(Reuters) – Shares of Walt Disney Co (DIS.N) fell 2% on Wednesday after the media giant’s surprise move to replace top boss Bob Iger raised questions on Wall Street if his successor Bob Chapek had sufficient experience in the entertainment business.
Chapek headed Disney’s parks business, its largest, and oversaw the opening of the company’s first theme park and resort in mainland China and the creation of the new Star Wars: Galaxy’s Edge lands at Disneyland and Walt Disney World.
While Wall Street analysts were largely positive about the change, some were skeptical.
“Bob Chapek has less (content experience), having spent his Disney career in distribution of content and/or the physical world of parks, retail, and consumer products (ie, minimal storytelling, despite the fact that even he says that storytelling is at the center of Disney’s value proposition),” Needham analyst Laura Martin said.
Two former employees Reuters talked to expressed surprise that Kevin Mayer, chairman of Direct-to-Consumer and International, was not named to the top job, especially after the roll-out of the Disney+ streaming service, which attracted 10 million sign-ups in its first day.
Most analysts, however, agreed that the move ended years of speculation on who would take over Hollywood’s most powerful studio, built up by Iger through acquisitions of Pixar, Marvel, Lucasfilm and 21st Century Fox.

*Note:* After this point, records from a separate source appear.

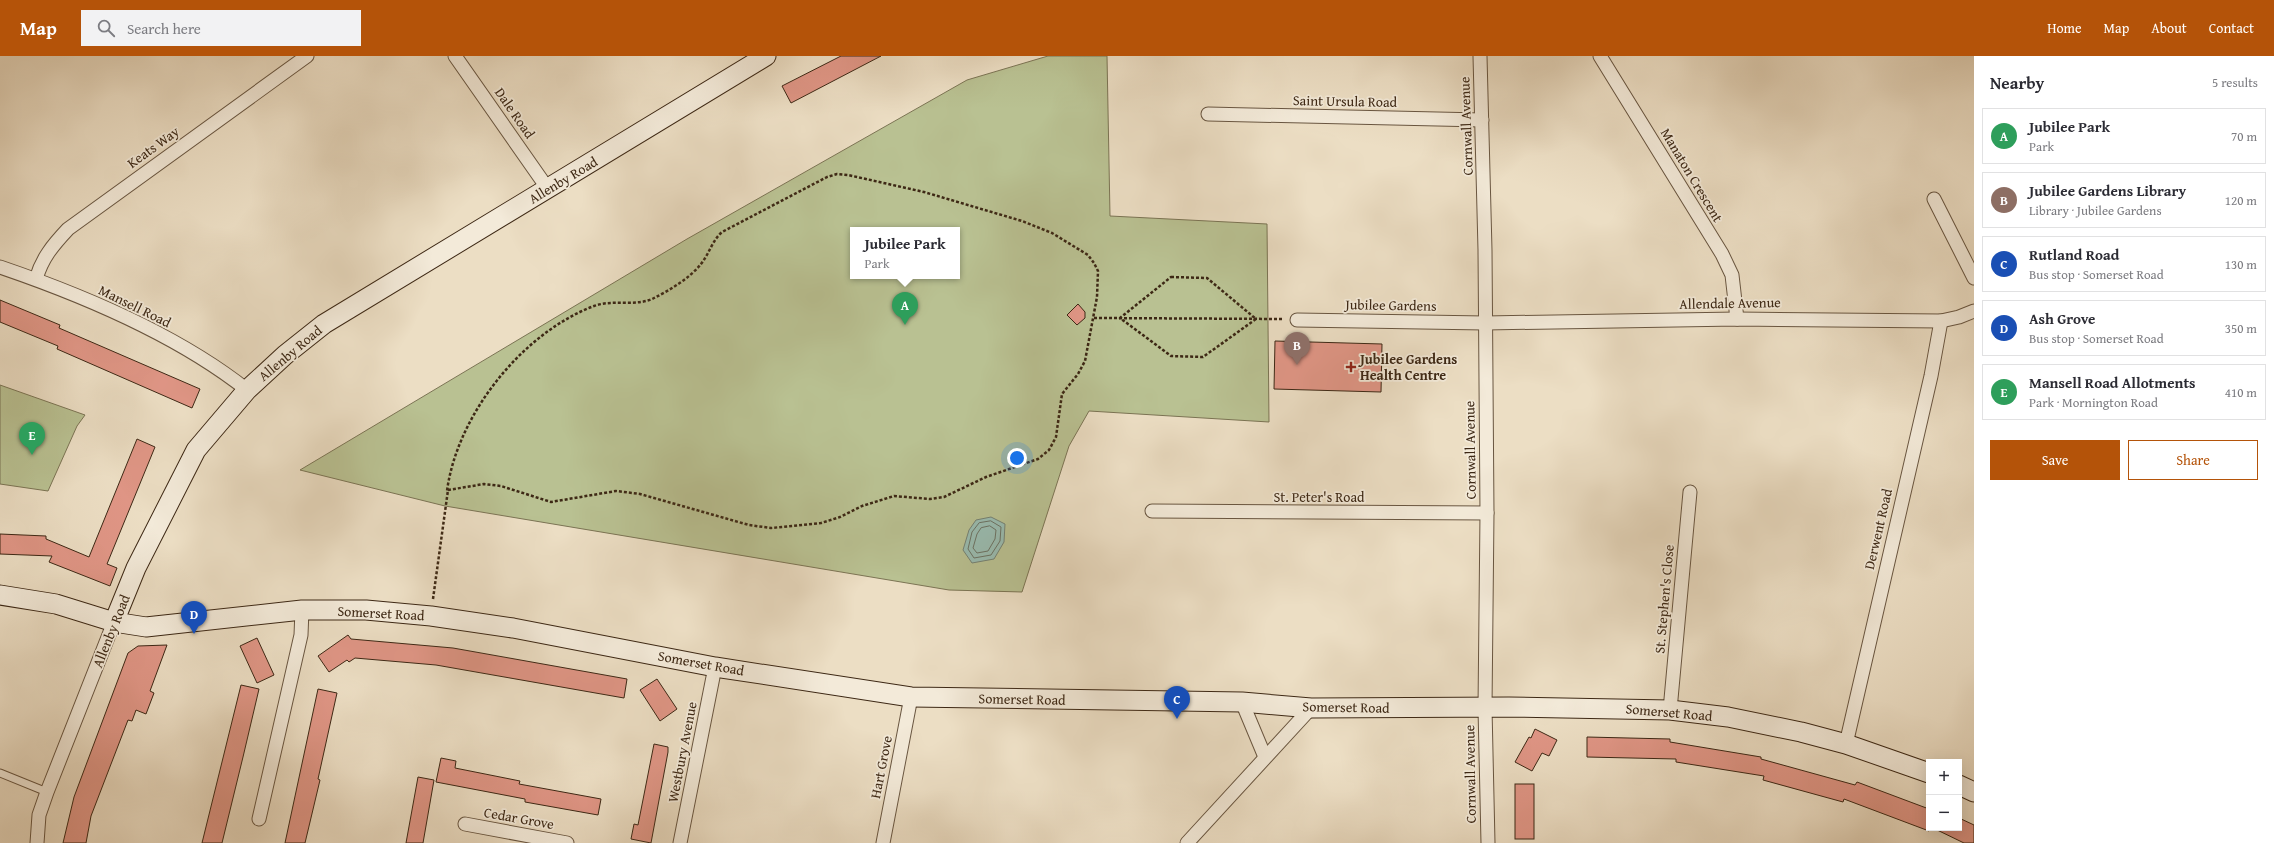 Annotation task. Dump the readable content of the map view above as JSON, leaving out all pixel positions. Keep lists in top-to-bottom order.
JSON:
{
  "streets": {
    "street": [
      "Saint Ursula Road",
      "Dale Road",
      "Cornwall Avenue",
      "Keats Way",
      "Manaton Crescent",
      "Allenby Road",
      "Allendale Avenue",
      "Jubilee Gardens",
      "Mansell Road",
      "St. Peter's Road",
      "Derwent Road",
      "St. Stephen's Close",
      "Somerset Road",
      "Westbury Avenue",
      "Hart Grove",
      "Cedar Grove"
    ]
  },
  "crossings": [
    ["Saint Ursula Road", "Cornwall Avenue"],
    ["Dale Road", "Allenby Road"],
    ["Cornwall Avenue", "Allendale Avenue"],
    ["Cornwall Avenue", "Jubilee Gardens"],
    ["Cornwall Avenue", "St. Peter's Road"],
    ["Cornwall Avenue", "Somerset Road"],
    ["Keats Way", "Mansell Road"],
    ["Manaton Crescent", "Allendale Avenue"],
    ["Allenby Road", "Mansell Road"],
    ["Allenby Road", "Somerset Road"],
    ["Allendale Avenue", "Jubilee Gardens"],
    ["Allendale Avenue", "Derwent Road"],
    ["Derwent Road", "Somerset Road"],
    ["St. Stephen's Close", "Somerset Road"],
    ["Somerset Road", "Westbury Avenue"],
    ["Somerset Road", "Hart Grove"]
  ],
  "places": {
    "health": ["Jubilee Gardens Health Centre"]
  },
  "page": {
    "header": "Map",
    "search": "Search here",
    "nav": [
      "Home",
      "Map",
      "About",
      "Contact"
    ],
    "heading": ["Nearby", "5 results"],
    "list": [
      {
        "mark": "A",
        "name": "Jubilee Park",
        "note": "Park",
        "value": "70 m"
      },
      {
        "mark": "B",
        "name": "Jubilee Gardens Library",
        "note": "Library · Jubilee Gardens",
        "value": "120 m"
      },
      {
        "mark": "C",
        "name": "Rutland Road",
        "note": "Bus stop · Somerset Road",
        "value": "130 m"
      },
      {
        "mark": "D",
        "name": "Ash Grove",
        "note": "Bus stop · Somerset Road",
        "value": "350 m"
      },
      {
        "mark": "E",
        "name": "Mansell Road Allotments",
        "note": "Park · Mornington Road",
        "value": "410 m"
      }
    ],
    "popup": ["Jubilee Park", "Park"],
    "pins": [
      "A",
      "B",
      "E",
      "D",
      "C"
    ],
    "buttons": ["Save", "Share"],
    "map_buttons": ["+", "−"]
  }
} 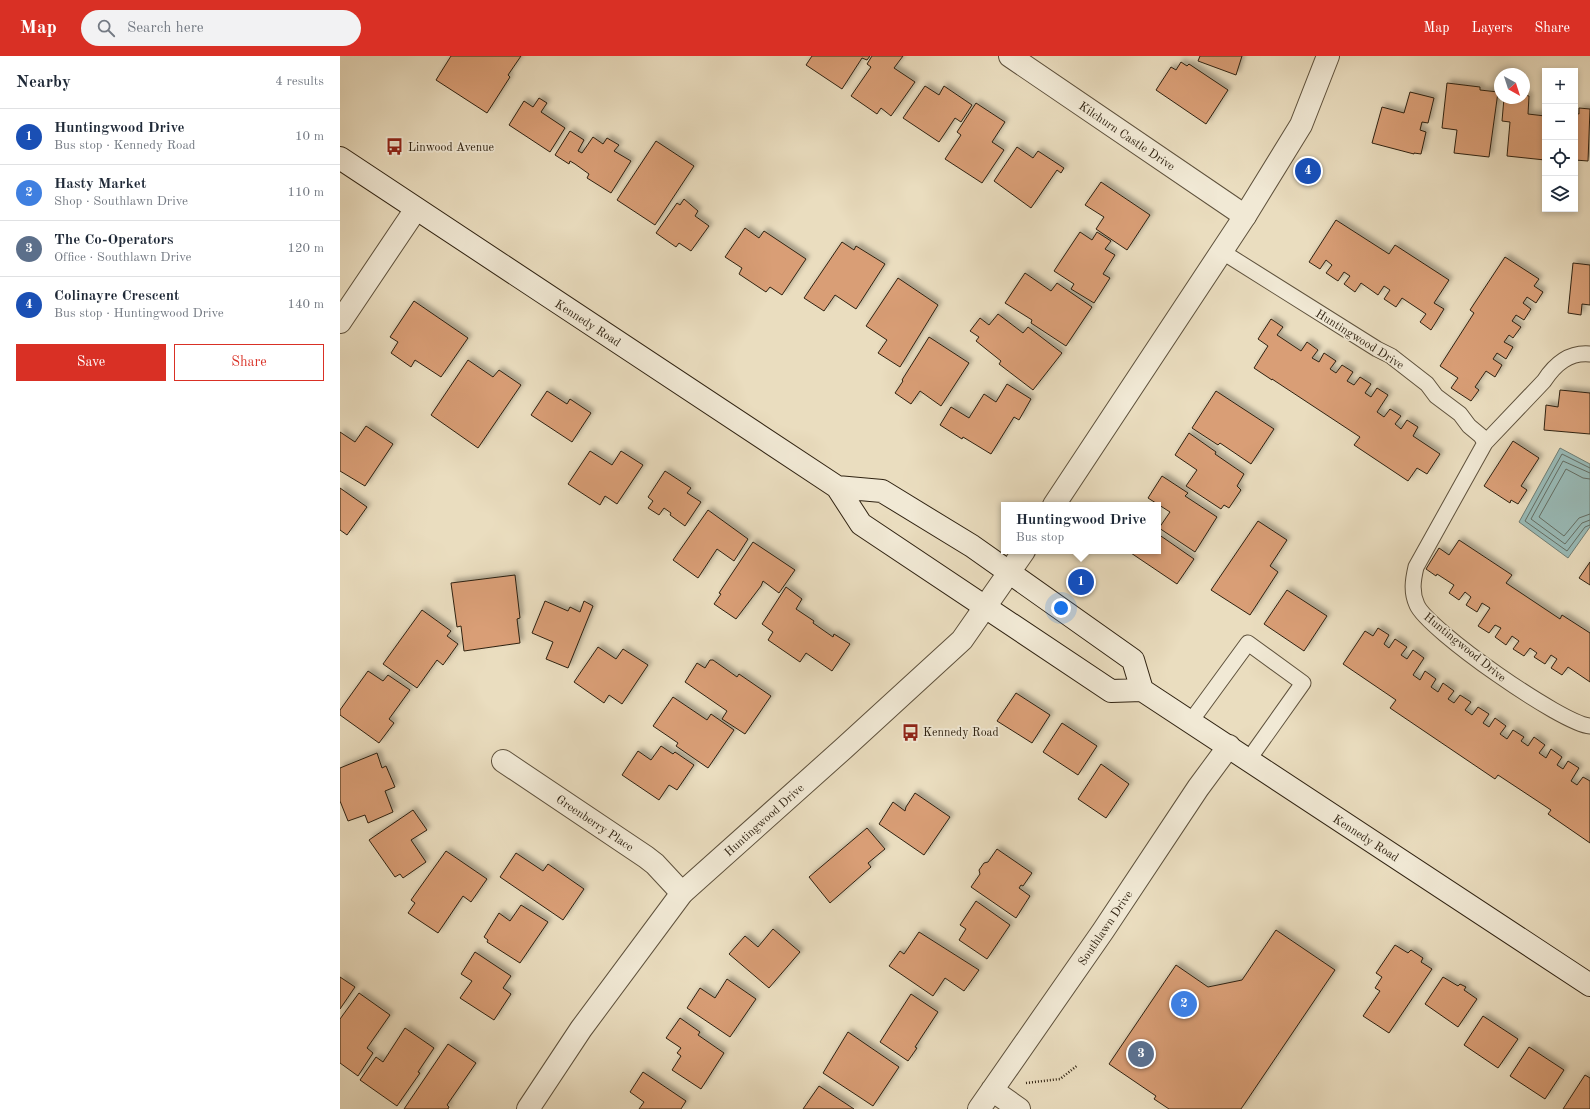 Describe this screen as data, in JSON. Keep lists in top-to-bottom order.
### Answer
{
  "streets": {
    "street": [
      "Kilchurn Castle Drive",
      "Kennedy Road",
      "Huntingwood Drive",
      "Greenberry Place",
      "Southlawn Drive"
    ]
  },
  "crossings": [
    ["Kennedy Road", "Huntingwood Drive"],
    ["Kennedy Road", "Southlawn Drive"],
    ["Huntingwood Drive", "Greenberry Place"]
  ],
  "places": {
    "bus stop": ["Linwood Avenue", "Kennedy Road"]
  },
  "north": "bottom right",
  "page": {
    "header": "Map",
    "search": "Search here",
    "nav": ["Map", "Layers", "Share"],
    "heading": ["Nearby", "4 results"],
    "map_buttons": ["+", "−"],
    "list": [
      {
        "mark": "1",
        "name": "Huntingwood Drive",
        "note": "Bus stop · Kennedy Road",
        "value": "10 m"
      },
      {
        "mark": "2",
        "name": "Hasty Market",
        "note": "Shop · Southlawn Drive",
        "value": "110 m"
      },
      {
        "mark": "3",
        "name": "The Co-Operators",
        "note": "Office · Southlawn Drive",
        "value": "120 m"
      },
      {
        "mark": "4",
        "name": "Colinayre Crescent",
        "note": "Bus stop · Huntingwood Drive",
        "value": "140 m"
      }
    ],
    "pins": [
      "4",
      "1",
      "2",
      "3"
    ],
    "buttons": ["Save", "Share"],
    "popup": ["Huntingwood Drive", "Bus stop"]
  }
}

“The move takes CEO succession uncertainty off the table; we expect the markets to digest this news and ultimately give Chapek the benefit of the doubt as the new CEO,” Cowen and Company analysts wrote in a note.
To be sure, Iger is still keeping a significant role at the company. He will assume the post of executive chairman and direct the company’s “creative endeavors”.
“The fact that Bob Iger believes it’s a full time job to sort out the content assets over the next 2 years implies it’s a bigger mess over at the Fox content assets than we thought,” Martin said.
Chapek will face some immediate challenges including building on the early success of Disney+ and charting a strategy for Hulu to be profitable, Cowen analysts added.
Shares of the company were down 2.1% at $125.5 in premarket trading, set for its fifth consecutive session in red.